福井晴敏氏、高田純教授との鼎談は極めて有益だった

 ホテルニューオータニの窓から、赤坂御用地方角の夜景を眺めていて、ふと理解した。東京都民は誰も「ぬばたま」と隣りあっては暮らしてはいないのだと。
 夜空のバックグラウンド散乱光が、広い公園にすら、あり過ぎる。これでは市街地内の家屋の庭に、弱い光の照明があろうがなかろうが、大差もない。都会では、薄明かりの有り難味を、ちっとも感じられないのだ。

 それゆえ大都市内居住者には、庭用のソーラーライトの性能上の良し悪しの情報は、ほとんど価値がない。価格と見てくれだけが要り用である。
 かくして、情報不完全マーケットが、この商品の分野に関しては成り立ってしまっているのだろう。

 翌日、わたしは豊洲駅に向かった。なぜよりによって豊洲か? ホームセンターの「Super VIVA HOME」と、東急ハンズを、半日で歩き回れるのはここしかない。

 豊洲はしばらく行かないうちに、えらく発展していた。わたしが都民だった頃には、予約なしの個人見学が不可能だった「ガスの科学館」が、いつのまにか、近隣ファミリーの無料ヒマ潰し施設(がすてなーに)と化しているし……。
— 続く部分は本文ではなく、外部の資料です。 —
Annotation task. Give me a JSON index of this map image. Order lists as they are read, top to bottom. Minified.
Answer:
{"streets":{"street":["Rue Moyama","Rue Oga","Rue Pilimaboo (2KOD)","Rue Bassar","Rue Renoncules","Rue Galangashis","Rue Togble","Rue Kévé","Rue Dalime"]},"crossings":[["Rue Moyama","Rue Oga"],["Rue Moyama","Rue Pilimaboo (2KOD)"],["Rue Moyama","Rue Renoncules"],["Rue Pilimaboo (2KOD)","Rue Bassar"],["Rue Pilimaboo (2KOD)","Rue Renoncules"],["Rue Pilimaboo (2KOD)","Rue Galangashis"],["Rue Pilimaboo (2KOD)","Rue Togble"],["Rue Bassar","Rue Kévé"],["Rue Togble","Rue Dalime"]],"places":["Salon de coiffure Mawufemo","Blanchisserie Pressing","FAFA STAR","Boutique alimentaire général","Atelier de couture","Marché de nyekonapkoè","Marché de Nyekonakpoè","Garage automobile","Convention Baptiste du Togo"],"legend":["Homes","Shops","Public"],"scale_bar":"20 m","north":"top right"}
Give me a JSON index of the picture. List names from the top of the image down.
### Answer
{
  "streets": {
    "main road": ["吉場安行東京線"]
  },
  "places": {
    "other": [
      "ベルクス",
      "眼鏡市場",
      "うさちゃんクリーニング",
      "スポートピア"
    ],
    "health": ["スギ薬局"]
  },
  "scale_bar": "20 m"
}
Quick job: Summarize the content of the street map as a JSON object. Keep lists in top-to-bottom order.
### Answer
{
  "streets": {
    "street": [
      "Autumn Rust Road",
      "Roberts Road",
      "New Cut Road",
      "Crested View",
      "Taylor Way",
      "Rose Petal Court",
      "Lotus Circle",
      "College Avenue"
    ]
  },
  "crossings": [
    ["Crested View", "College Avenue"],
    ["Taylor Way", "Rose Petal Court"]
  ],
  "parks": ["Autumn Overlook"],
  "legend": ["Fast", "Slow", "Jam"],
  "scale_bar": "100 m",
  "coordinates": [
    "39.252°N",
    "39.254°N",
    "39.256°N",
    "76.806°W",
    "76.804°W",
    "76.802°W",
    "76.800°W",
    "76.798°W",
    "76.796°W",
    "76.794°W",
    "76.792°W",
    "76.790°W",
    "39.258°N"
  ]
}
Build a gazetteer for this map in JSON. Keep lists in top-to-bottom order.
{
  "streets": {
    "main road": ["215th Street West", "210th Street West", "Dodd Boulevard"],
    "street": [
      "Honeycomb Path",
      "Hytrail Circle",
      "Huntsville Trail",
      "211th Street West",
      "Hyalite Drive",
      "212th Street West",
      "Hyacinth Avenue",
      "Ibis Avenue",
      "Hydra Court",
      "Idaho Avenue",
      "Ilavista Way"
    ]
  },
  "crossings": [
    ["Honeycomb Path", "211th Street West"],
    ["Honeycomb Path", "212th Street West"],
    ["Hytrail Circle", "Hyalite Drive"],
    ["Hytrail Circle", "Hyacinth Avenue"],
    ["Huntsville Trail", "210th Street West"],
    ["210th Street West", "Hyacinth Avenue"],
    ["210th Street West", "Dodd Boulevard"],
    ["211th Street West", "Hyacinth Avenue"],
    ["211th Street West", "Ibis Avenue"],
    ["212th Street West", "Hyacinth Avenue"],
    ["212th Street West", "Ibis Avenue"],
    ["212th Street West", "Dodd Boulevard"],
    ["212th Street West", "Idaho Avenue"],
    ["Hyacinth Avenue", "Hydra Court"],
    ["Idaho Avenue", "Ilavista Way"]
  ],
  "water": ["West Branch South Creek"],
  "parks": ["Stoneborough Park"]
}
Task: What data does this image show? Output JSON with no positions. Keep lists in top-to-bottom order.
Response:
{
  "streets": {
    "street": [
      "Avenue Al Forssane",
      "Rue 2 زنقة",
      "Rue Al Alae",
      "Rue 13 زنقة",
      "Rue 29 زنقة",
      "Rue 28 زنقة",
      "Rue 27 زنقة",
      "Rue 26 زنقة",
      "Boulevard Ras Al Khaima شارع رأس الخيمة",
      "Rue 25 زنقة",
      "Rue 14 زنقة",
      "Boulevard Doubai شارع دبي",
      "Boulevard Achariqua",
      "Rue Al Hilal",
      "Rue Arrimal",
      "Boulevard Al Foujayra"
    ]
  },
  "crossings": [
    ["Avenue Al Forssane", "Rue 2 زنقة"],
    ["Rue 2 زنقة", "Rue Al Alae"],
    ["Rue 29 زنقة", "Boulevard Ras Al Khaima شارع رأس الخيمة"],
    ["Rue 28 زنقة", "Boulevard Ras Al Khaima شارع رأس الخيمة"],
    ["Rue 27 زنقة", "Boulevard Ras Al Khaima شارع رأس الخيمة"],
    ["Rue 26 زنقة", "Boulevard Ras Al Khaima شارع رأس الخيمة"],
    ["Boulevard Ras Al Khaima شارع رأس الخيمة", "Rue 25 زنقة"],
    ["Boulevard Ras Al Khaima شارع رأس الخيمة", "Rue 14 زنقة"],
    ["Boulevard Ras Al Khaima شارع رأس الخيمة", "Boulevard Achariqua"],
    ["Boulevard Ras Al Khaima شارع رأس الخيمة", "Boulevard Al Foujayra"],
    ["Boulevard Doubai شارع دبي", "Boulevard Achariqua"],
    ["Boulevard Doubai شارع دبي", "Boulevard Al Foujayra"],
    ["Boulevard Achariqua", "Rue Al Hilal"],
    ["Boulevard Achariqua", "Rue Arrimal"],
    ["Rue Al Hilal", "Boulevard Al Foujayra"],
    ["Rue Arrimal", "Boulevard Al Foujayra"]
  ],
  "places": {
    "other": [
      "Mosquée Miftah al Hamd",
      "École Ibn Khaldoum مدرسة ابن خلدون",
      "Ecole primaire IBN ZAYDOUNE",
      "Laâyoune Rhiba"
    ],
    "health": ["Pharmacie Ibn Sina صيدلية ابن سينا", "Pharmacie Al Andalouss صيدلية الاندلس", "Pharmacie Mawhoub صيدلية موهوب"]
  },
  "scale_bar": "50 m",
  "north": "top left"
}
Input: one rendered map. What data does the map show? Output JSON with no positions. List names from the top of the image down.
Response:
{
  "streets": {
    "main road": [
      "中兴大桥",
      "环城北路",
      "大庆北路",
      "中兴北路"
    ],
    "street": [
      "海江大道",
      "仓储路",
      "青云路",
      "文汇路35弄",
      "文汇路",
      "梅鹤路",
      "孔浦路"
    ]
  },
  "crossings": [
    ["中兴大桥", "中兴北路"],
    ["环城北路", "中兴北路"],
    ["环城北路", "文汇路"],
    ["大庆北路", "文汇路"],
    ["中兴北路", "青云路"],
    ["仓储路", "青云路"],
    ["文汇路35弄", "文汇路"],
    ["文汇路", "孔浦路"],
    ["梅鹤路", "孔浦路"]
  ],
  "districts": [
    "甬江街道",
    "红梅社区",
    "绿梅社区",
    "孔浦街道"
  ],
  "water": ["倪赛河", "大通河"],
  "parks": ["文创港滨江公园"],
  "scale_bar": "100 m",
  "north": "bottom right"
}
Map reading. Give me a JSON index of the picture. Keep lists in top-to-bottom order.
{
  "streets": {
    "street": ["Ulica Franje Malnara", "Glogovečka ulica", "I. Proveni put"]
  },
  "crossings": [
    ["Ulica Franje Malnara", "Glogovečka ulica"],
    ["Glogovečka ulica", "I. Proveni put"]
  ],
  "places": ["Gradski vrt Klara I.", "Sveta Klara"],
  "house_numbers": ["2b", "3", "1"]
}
 ビバホームでは、安くて低性能なソーラーライトの在庫しか確認できなかった。冬期の高緯度積雪地方で役立ちそうな、高価格帯の高性能製品は、置かれてなかった。ハンズには、ガーデン用ソーラーライトそのものが見当たらない。
 ソーラーライトの商品フルラインナップを手にとれるショップは日本にはないのだろうと、これで確信。

 ところで珍妙な商品をビバホームでみかけた。それは、ソーラーライトには違いないのだが、発光部がLEDではなく、なんと蛍光灯なのだ。これって、ひょっとすると、ものすごく昔のモデルなのではなかろうか。そして、おそらく現品限りで「絶版」になるのではないか。
 価額は投げ売り水準だったが、荷物としてかさばるので、買わなかった。

 また電球コーナーでは、かの絶好調の「オーム電機」が、通常の白熱灯のソケットサイズで、消費電力1ワットのLEDスポット電球を売り出しているのをみかけたゆえ、割高とは感じたが、こちらはつい買ってしまった。
 この「暗さ」は気に入った。が、わたしは敢えてリクエストする。リング蛍光灯の「豆電球(豆球)」のソケットに挿し込めるサイズで、これよりも暗いLED球をつくっていただけないものかと。
 というのも小さい子供のいる家庭では夜中は豆電球をつけっ放しにしているのものだが、その光がけっこうまぶしいと感ずることもあるからだ。きっと需要は大きいはずだ。
 これは余談。

 都市住民にはソーラーライトの性能はどうでも良いことなのだとよく把握できたので、わたしは今後は全国の地方居住者に広く呼びかけ、各メーカーのソーラーライトの実設実用感想を聴取したいと思う。デジタルフォトとともに、新設コーナーに寄稿してくだされば、幸甚である(業者禁止)。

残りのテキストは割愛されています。